The correct option is D $f\left(x\right)=3(x-2{)}^{1/3}+3$ defined in $R$

$f\left(x\right)=(e^x-1)|e^{2x}-1|$
$=(e^x-1)|e^x-1||e^x+1|$
$=(e^x+1)(e^x-1)|e^x-1|$
Now, both $e^x+1$ and $(e^x-1)|e^x-1|$ are differentiable, as $g\left(x\right)|g\left(x\right)|$ is differentiable when $g\left(x\right)=0$.
Hence, $f\left(x\right)$ is differentiable.
$f\left(x\right)=\frac{x-1}{x^2+1}$ is rational function in which denominator never becomes zero.

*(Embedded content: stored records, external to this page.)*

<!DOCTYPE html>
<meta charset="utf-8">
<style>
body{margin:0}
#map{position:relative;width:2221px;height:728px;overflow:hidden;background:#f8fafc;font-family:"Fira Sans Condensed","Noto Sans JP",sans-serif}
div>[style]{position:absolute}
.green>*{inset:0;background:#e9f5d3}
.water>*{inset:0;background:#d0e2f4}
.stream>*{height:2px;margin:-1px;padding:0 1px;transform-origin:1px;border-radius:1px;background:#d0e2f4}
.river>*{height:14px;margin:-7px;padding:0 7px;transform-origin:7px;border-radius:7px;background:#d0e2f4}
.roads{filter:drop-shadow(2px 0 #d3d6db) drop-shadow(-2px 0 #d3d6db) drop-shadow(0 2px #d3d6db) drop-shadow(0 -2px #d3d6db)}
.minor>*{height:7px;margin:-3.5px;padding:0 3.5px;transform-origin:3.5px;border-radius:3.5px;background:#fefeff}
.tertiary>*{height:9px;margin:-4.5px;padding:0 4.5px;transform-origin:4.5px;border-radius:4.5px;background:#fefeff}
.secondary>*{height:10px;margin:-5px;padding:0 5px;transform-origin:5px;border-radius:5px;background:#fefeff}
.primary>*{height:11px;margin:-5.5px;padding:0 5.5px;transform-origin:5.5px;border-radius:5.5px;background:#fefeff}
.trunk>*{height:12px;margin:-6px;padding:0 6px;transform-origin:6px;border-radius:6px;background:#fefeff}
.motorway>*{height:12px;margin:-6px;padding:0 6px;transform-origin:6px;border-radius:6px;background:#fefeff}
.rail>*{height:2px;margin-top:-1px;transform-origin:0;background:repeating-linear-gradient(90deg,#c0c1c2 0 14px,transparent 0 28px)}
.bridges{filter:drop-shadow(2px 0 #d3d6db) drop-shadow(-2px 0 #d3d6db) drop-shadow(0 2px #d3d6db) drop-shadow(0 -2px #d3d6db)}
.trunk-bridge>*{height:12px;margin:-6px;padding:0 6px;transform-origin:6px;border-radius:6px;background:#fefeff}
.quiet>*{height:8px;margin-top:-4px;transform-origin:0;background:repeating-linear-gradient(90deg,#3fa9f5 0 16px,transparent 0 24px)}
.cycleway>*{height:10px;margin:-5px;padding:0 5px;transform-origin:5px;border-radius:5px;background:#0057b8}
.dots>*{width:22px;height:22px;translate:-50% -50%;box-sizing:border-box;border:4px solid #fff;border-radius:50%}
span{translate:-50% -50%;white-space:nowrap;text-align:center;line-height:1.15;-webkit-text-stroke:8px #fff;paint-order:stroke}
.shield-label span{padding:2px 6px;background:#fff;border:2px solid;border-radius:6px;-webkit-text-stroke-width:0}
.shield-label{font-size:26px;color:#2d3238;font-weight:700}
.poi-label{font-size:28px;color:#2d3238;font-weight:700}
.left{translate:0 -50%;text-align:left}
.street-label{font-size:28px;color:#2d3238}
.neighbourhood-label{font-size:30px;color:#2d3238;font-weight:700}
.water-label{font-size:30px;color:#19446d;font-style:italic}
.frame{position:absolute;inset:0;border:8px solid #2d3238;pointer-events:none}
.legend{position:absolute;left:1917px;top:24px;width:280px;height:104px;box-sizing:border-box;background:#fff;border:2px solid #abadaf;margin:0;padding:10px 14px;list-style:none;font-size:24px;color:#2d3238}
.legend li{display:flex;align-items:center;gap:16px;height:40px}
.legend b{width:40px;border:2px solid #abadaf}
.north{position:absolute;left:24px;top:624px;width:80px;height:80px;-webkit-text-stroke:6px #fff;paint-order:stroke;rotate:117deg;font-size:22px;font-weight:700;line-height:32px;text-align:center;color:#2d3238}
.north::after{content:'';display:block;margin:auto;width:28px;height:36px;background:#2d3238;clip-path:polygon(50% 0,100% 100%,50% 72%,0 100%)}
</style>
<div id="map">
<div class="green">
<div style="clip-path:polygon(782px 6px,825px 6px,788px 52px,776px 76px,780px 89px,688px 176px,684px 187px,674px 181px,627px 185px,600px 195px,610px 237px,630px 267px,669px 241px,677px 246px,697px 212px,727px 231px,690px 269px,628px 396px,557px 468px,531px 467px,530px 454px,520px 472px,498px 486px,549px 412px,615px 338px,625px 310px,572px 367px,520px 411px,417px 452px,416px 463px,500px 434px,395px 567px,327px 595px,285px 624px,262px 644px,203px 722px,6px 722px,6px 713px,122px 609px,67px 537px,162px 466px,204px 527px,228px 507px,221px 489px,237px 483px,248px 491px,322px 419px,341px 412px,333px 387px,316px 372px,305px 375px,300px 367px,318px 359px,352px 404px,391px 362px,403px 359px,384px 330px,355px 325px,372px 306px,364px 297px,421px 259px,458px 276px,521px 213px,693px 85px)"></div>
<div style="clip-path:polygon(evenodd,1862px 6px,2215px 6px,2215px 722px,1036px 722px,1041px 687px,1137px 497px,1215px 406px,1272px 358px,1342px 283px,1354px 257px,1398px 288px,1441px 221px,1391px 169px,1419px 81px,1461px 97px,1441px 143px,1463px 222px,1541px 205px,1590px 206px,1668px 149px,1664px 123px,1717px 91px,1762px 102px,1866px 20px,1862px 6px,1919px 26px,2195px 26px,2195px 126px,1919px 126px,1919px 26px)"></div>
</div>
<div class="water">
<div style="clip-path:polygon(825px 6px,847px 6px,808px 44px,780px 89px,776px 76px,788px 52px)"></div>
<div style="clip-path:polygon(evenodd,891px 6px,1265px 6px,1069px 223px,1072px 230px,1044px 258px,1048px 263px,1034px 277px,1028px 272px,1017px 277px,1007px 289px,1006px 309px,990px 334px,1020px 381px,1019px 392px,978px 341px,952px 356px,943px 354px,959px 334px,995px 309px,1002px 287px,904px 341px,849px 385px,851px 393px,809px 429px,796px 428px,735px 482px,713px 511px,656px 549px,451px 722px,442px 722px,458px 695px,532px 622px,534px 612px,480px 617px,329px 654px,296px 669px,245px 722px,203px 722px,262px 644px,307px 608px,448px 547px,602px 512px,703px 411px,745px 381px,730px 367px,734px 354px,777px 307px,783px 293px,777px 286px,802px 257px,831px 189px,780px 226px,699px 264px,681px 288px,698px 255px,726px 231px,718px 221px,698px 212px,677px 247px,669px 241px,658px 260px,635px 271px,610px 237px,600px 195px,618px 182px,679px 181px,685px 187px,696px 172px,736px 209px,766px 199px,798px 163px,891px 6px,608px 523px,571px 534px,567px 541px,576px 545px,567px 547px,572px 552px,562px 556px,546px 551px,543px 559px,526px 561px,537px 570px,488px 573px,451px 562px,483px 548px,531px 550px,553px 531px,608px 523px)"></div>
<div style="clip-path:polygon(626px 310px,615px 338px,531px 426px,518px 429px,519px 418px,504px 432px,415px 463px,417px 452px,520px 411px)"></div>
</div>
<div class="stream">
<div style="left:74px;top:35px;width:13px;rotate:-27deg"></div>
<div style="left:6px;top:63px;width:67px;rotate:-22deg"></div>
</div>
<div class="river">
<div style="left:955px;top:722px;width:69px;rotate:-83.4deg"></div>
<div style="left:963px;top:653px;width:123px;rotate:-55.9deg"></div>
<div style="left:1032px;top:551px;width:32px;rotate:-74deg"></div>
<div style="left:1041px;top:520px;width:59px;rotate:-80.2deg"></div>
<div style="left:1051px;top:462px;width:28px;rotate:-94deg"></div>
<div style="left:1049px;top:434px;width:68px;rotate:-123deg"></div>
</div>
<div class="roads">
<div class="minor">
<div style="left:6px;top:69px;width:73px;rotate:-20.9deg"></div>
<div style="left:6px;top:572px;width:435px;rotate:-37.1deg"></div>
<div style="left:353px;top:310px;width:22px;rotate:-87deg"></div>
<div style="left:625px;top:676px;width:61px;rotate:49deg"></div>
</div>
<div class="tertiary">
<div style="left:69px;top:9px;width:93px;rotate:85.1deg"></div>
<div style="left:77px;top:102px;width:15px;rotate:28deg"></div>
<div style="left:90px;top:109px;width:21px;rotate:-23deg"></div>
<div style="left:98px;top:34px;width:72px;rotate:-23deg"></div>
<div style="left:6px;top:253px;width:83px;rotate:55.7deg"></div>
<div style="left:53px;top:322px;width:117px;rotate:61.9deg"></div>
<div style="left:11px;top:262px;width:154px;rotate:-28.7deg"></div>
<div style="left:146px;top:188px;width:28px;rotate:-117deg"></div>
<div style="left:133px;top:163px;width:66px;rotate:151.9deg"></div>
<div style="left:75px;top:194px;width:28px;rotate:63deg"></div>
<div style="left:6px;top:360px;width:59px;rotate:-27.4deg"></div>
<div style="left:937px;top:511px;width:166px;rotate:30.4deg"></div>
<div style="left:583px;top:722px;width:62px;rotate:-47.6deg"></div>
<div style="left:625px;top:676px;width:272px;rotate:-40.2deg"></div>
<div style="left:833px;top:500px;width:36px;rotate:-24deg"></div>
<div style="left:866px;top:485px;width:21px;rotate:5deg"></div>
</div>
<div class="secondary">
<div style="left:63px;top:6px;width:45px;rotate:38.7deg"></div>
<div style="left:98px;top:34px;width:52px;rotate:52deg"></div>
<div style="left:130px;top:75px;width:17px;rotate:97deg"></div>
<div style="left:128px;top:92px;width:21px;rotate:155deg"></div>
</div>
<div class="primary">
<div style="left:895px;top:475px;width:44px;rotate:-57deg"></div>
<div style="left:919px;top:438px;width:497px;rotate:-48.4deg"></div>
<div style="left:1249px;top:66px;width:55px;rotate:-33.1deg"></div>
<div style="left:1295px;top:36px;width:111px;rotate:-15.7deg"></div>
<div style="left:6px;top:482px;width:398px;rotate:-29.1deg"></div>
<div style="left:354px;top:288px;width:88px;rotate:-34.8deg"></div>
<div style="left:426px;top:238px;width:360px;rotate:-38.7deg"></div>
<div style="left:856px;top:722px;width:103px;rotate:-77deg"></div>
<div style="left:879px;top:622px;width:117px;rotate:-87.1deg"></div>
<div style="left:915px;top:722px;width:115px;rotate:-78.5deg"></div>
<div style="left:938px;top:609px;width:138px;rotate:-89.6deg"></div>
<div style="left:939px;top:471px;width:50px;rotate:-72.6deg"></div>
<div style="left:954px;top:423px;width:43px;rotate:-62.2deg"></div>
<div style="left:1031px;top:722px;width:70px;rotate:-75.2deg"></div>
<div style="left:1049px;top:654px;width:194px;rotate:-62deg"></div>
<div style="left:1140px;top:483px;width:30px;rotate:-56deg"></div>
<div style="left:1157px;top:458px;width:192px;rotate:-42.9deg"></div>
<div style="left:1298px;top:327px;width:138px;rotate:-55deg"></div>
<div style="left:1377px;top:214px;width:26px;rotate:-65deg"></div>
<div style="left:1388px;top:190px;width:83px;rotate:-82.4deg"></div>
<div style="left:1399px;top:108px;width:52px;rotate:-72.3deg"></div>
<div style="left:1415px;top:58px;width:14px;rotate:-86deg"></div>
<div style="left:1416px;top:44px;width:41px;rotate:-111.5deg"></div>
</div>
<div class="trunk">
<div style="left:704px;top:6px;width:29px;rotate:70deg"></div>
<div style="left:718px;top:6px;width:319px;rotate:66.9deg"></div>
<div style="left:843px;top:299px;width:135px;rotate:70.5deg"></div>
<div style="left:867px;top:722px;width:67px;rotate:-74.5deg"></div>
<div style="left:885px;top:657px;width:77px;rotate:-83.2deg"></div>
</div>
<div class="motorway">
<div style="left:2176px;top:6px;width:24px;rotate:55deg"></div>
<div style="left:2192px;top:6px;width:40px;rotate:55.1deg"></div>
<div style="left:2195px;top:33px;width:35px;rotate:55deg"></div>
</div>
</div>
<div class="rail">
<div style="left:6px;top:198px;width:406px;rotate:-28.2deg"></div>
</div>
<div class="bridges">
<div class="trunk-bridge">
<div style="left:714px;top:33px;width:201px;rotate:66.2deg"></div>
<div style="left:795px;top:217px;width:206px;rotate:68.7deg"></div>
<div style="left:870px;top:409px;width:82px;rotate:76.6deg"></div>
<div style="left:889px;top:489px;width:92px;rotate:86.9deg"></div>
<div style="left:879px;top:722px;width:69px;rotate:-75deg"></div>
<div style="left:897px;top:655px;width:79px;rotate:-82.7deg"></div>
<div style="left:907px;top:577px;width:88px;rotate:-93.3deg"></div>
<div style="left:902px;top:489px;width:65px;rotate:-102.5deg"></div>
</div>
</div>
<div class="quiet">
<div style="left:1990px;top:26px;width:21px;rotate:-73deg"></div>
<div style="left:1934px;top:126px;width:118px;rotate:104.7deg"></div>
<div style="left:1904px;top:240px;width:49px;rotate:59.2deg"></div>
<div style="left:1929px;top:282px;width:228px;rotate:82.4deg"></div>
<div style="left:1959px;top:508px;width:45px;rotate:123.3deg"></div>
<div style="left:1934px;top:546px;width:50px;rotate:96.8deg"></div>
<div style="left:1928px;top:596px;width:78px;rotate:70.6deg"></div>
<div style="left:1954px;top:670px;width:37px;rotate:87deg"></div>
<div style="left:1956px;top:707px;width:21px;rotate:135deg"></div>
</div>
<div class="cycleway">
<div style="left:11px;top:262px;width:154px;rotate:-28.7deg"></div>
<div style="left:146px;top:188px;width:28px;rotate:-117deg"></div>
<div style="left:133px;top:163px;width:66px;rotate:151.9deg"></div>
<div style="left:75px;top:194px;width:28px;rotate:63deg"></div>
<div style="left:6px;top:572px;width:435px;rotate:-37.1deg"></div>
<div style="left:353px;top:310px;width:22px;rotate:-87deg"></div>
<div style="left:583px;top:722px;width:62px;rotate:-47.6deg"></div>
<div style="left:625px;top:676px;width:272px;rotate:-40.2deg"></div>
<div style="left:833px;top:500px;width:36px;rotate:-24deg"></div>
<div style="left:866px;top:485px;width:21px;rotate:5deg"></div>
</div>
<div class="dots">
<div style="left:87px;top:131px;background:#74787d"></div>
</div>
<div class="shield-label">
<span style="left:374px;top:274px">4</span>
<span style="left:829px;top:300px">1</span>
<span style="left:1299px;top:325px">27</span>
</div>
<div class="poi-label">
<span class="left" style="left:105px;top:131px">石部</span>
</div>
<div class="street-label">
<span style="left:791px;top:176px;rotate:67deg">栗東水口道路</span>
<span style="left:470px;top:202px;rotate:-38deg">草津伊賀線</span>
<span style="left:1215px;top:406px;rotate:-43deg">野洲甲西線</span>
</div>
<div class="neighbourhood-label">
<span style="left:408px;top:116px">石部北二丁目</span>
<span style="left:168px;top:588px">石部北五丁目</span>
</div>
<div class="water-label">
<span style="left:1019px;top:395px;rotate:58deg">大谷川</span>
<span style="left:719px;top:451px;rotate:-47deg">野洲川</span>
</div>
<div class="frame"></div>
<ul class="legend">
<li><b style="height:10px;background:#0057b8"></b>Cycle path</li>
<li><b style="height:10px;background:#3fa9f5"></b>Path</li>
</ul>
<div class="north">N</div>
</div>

Hence, f(x) is differentiable.
$f\left(x\right)=\{\begin{array}{cc}||x-3|-1|,& x<3\\ \frac{x}{3}\left[x\right]-2,& x\ge 3\end{array}$
$=\{\begin{array}{cc}|3-x-1|,& x<3\\ \frac{x}{3}3-2,& 3\le x<4\end{array}$
$=\{\begin{array}{cc}|x-2|,& x<3\\ x-2,& 3\le x<4\end{array}$
$=x-2,x\in [2,4)$
Hence, f(x) is differentiable at $x=3$.
$f\left(x\right)=3(x-2{)}^{3/4}3$ or $f^{\prime }\left(x\right)=\frac{9}{4}(x-2{)}^{-1/4}$ which is non-differentiable at $x=2$.
Here,
$f\left(x\right)$ is continuous and the graph has vertical tangent at $x=2$;
however, the graph is smooth in the neighborhood of $x=2$.